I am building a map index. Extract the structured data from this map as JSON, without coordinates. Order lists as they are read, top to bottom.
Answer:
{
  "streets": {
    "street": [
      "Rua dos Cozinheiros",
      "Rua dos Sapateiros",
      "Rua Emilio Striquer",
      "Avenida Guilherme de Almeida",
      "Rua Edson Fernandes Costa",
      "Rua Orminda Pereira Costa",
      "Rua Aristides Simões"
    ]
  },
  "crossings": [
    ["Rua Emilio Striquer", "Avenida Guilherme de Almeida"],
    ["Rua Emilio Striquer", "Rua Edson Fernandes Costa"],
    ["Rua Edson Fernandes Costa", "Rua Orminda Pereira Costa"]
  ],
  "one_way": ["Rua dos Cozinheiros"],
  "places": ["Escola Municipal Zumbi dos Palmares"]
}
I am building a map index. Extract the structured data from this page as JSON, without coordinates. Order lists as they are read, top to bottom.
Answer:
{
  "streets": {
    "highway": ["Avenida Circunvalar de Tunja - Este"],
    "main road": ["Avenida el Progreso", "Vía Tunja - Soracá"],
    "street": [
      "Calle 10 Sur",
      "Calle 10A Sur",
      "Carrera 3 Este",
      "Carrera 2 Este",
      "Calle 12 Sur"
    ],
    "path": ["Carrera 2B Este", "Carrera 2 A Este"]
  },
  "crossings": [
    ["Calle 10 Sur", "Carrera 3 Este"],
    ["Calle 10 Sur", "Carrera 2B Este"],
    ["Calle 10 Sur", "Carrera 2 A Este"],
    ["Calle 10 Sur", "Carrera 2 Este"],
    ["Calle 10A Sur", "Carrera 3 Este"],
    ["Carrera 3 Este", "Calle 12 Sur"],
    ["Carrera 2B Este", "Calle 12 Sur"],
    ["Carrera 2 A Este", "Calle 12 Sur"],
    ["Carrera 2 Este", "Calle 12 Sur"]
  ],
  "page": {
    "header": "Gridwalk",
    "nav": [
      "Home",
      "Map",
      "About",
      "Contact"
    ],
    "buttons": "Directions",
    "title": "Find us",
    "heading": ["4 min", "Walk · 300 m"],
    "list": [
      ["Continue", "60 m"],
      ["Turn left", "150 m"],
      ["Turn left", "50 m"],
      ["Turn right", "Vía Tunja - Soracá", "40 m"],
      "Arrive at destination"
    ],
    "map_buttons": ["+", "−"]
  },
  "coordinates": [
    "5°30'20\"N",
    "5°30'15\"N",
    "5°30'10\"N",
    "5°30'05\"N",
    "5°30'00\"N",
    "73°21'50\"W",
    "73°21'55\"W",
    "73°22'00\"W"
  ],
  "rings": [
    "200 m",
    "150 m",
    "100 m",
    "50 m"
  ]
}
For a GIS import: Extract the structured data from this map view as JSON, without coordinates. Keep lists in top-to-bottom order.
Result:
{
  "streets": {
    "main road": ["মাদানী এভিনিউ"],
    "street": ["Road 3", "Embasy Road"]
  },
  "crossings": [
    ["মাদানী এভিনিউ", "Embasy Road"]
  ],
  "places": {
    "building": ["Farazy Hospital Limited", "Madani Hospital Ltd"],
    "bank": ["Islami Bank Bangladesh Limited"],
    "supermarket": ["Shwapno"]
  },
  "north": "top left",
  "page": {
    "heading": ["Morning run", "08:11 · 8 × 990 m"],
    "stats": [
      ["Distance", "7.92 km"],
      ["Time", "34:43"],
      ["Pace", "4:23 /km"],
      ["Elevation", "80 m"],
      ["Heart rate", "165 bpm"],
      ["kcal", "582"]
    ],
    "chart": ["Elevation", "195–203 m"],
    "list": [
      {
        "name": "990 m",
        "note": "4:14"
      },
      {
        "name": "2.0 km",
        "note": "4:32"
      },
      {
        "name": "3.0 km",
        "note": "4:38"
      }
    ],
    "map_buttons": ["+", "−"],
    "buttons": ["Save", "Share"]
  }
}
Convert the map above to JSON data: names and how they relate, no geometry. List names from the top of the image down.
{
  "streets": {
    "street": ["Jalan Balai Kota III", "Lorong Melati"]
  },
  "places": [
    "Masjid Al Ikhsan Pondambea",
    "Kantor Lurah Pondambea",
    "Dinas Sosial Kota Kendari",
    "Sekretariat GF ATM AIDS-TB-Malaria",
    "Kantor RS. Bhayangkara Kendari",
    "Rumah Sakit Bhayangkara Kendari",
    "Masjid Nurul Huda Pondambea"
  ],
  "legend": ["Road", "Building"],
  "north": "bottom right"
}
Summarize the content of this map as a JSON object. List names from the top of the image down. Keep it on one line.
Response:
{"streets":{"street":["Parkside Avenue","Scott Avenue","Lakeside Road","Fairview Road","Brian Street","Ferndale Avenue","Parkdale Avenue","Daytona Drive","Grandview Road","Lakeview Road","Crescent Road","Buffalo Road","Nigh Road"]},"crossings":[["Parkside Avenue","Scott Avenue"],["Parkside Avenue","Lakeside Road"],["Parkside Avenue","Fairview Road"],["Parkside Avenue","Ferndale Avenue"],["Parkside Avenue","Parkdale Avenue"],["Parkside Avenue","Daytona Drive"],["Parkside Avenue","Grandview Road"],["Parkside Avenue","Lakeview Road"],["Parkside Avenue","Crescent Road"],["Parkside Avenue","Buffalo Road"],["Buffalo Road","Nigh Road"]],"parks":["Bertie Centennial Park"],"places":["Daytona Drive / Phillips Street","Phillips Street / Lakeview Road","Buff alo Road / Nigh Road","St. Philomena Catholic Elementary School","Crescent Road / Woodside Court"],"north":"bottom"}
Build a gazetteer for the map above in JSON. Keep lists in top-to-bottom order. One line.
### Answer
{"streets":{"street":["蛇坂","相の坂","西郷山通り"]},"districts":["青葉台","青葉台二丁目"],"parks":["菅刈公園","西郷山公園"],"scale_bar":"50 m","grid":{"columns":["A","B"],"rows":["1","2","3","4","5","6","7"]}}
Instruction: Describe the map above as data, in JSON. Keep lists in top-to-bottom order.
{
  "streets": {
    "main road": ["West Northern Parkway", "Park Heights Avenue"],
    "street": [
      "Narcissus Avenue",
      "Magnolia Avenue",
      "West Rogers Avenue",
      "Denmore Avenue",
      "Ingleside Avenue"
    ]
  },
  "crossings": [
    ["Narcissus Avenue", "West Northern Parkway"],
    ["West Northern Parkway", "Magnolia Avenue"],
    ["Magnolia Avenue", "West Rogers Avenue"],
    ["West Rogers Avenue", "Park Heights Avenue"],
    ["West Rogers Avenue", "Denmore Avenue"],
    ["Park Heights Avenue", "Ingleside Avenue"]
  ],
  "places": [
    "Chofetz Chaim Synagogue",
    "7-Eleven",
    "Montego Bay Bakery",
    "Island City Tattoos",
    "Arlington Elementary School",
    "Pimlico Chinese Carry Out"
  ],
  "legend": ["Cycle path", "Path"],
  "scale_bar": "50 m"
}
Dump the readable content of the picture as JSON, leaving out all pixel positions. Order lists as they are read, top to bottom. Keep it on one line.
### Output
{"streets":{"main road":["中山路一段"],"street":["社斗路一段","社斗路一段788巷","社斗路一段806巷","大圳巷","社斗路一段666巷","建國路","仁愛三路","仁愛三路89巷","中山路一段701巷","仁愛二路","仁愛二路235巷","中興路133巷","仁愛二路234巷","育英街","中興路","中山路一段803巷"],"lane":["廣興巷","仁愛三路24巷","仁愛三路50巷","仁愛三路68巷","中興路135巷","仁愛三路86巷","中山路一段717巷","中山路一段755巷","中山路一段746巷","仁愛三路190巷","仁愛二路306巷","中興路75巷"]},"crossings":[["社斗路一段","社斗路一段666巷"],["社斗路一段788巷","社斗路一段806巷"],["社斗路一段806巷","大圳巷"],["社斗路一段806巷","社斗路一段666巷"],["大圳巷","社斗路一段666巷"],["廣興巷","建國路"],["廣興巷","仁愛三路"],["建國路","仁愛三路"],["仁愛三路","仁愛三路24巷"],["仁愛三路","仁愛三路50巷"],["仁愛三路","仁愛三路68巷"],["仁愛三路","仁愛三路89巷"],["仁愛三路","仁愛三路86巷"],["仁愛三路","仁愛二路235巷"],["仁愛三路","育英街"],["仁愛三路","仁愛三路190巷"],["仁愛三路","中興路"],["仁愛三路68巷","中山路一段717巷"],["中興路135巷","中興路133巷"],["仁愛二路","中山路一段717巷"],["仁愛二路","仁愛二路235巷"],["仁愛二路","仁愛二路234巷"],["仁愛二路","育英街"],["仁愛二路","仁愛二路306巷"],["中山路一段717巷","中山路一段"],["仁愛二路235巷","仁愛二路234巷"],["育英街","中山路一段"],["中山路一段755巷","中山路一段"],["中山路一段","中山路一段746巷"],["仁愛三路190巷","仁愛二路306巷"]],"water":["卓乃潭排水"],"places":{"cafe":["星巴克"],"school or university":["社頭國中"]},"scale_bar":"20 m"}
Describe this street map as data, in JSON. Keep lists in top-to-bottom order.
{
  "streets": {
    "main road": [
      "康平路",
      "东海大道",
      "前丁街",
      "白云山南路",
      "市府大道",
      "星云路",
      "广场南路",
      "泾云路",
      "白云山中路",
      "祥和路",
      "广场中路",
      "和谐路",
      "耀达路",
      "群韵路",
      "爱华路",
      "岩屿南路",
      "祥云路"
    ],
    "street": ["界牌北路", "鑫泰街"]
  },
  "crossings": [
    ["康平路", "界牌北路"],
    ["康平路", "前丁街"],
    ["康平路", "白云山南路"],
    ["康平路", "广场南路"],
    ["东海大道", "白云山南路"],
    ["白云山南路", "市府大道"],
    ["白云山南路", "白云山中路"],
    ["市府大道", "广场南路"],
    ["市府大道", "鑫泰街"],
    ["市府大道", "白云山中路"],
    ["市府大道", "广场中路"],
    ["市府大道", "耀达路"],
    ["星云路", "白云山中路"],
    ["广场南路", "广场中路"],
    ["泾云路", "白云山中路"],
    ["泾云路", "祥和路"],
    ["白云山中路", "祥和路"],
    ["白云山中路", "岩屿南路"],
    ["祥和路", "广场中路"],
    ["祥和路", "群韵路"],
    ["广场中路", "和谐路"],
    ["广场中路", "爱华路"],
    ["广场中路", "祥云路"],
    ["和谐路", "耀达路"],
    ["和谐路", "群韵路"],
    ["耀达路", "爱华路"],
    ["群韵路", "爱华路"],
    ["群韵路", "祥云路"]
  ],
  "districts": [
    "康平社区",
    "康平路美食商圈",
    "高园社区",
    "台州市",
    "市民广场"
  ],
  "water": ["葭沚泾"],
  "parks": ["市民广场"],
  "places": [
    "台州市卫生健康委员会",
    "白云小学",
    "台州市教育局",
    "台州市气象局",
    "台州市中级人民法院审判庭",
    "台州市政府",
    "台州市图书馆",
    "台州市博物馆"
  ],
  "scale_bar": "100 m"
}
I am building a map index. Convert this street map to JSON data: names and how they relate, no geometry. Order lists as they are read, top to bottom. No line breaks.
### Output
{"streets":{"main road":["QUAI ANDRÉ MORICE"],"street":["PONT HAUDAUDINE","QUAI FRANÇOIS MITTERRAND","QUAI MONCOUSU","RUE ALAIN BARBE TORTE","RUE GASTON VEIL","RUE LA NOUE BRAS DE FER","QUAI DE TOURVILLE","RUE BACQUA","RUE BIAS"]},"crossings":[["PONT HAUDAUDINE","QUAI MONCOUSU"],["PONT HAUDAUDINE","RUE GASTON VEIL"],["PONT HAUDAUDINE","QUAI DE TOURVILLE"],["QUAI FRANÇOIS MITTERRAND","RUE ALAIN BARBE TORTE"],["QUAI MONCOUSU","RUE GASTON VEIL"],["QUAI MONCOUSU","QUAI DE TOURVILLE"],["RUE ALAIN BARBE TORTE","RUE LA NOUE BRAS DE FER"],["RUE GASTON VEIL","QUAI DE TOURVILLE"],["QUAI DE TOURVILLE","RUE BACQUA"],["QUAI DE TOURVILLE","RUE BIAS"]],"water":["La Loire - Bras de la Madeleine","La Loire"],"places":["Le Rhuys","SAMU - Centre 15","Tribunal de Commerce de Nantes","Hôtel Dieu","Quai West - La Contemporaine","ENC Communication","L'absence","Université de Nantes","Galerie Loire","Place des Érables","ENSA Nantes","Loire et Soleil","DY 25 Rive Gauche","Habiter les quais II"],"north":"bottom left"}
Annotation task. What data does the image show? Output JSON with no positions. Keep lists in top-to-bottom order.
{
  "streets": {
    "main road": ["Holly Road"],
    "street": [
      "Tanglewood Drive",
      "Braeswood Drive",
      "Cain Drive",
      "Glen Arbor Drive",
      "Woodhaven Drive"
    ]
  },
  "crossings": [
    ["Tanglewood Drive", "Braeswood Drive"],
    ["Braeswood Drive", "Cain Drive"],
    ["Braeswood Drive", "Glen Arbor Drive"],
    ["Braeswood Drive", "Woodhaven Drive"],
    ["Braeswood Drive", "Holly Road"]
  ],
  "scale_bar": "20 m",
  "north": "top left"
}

*Task to complete*: Include the first line of the listing, the line with "from this page", and every line between them, each repeated exactly, and output only those.

*Output*:
I am building a map index. Extract the structured data from this map as JSON, without coordinates. Order lists as they are read, top to bottom.
Answer:
{
  "streets": {
    "street": [
      "Rua dos Cozinheiros",
      "Rua dos Sapateiros",
      "Rua Emilio Striquer",
      "Avenida Guilherme de Almeida",
      "Rua Edson Fernandes Costa",
      "Rua Orminda Pereira Costa",
      "Rua Aristides Simões"
    ]
  },
  "crossings": [
    ["Rua Emilio Striquer", "Avenida Guilherme de Almeida"],
    ["Rua Emilio Striquer", "Rua Edson Fernandes Costa"],
    ["Rua Edson Fernandes Costa", "Rua Orminda Pereira Costa"]
  ],
  "one_way": ["Rua dos Cozinheiros"],
  "places": ["Escola Municipal Zumbi dos Palmares"]
}
I am building a map index. Extract the structured data from this page as JSON, without coordinates. Order lists as they are read, top to bottom.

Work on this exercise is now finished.